Mumbai, December 13, 2023: Muthoot Microfin Limited (the “Company”), shall open its initial public offering of Equity Shares face value ₹ 10 on Monday, December 18, 2023.

The Anchor Investor Bidding Date shall be Friday, December 15, 2023.  The Offer will open on Monday, December 18, 2023 for subscription and will close on Wednesday, December 20, 2023.

The Price Band of the Offer has been fixed at ₹ 277 to ₹ 291 per Equity Share. Bids can be made for a minimum of 51 Equity Shares and in multiples of 51 Equity Shares thereafter.

The Company plans to raise funds through initial public offering with total offer size aggregating to ₹  9,600 million (₹ 960 crore).
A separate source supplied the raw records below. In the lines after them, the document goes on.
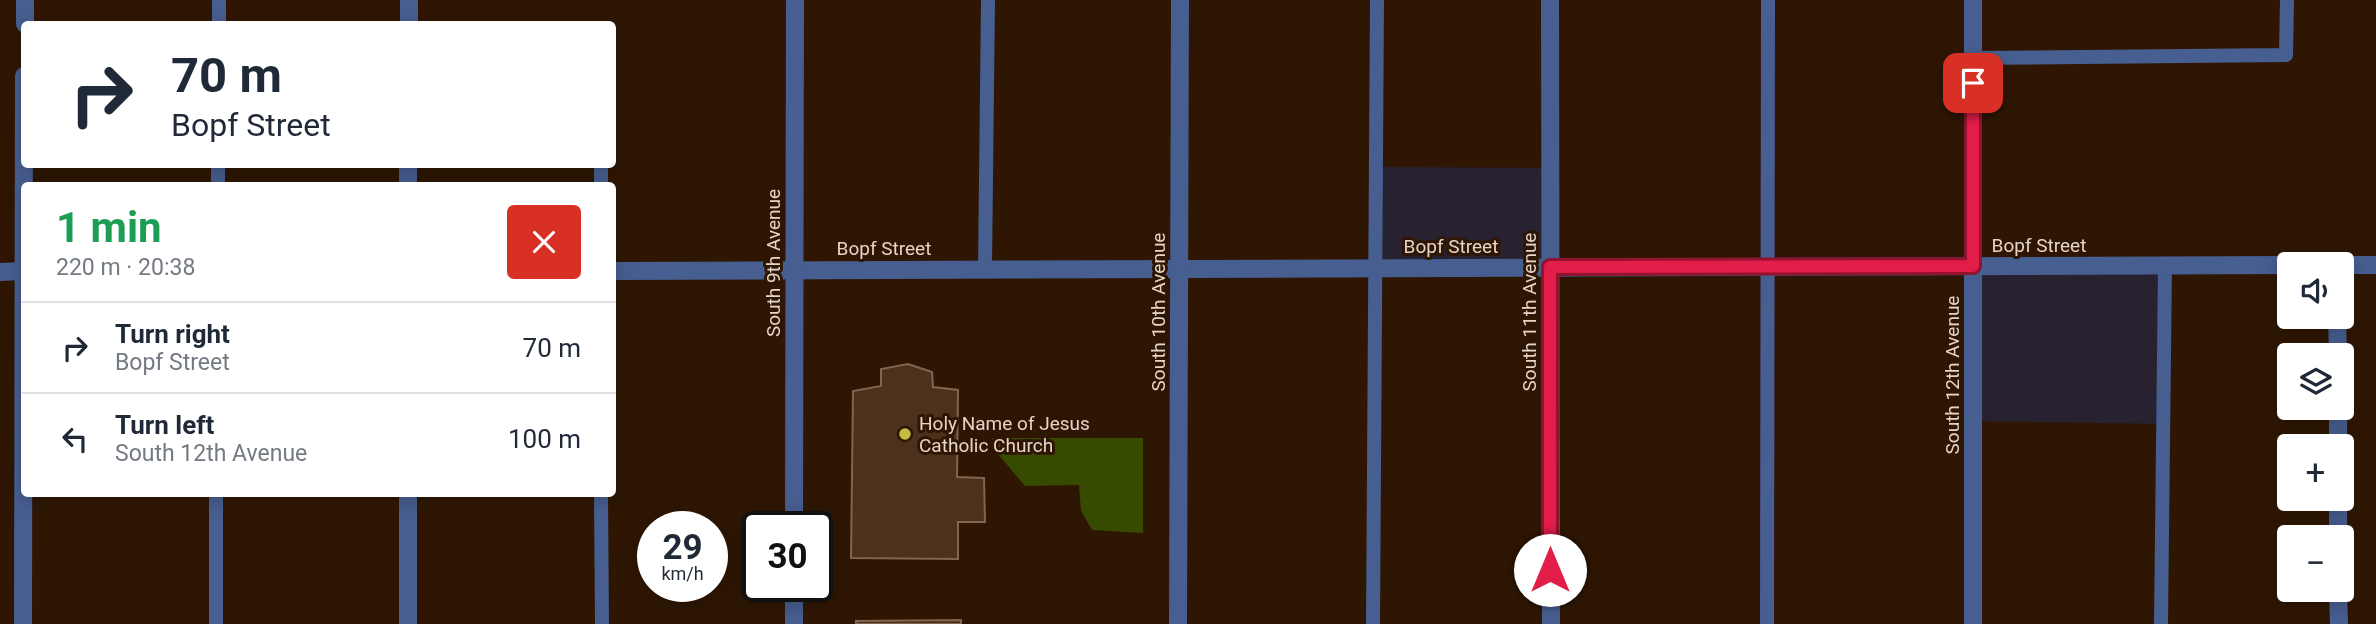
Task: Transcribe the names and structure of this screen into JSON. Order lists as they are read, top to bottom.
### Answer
{
  "streets": {
    "street": [
      "Bopf Street",
      "South 9th Avenue",
      "South 10th Avenue",
      "South 11th Avenue",
      "South 12th Avenue"
    ]
  },
  "crossings": [
    ["Bopf Street", "South 9th Avenue"],
    ["Bopf Street", "South 10th Avenue"],
    ["Bopf Street", "South 11th Avenue"],
    ["Bopf Street", "South 12th Avenue"]
  ],
  "places": ["Holy Name of Jesus Catholic Church"],
  "page": {
    "turn": ["70 m", "Bopf Street"],
    "heading": ["1 min", "220 m · 20:38"],
    "map_buttons": ["+", "−"],
    "list": [
      {
        "name": "Turn right",
        "note": "Bopf Street",
        "value": "70 m"
      },
      {
        "name": "Turn left",
        "note": "South 12th Avenue",
        "value": "100 m"
      }
    ],
    "speed": "29 km/h",
    "limit": "30"
  }
}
The total offer size comprises of fresh issue of Equity Shares aggregating to ₹ 7,600 million (760 crore) and offer of Equity Shares aggregating to ₹ 2,000 million (₹ 200 crore) by the selling shareholders.

The Company proposes to utilize the Net Proceeds from the Fresh Issue towards augmenting its capital base to meet futurecapital requirements.

The offer for sale comprises of Equity Shares by Thomas John Muthoot aggregating to 163.63 million ( 16.36 crore), by Thomas Muthoot aggregating to 163.84 million ( 16.38 crore), by Thomas George Muthoot aggregating to 163. 61 million ( 16.36 crore), by Preethi John Muthoot aggregating to 337.39 million ( 33.74 crore), by Remmy Thomas aggregating to 333.87 million ( 33.39 crore), by Nina Georgeaggregating to 337.66 million ( 33.77 crore) (“The Promoter Selling Shareholders”), by Greater Pacific Capital WIV Ltd aggregating to 500 million ( 50 crore) (The “Investor Selling Shareholders”).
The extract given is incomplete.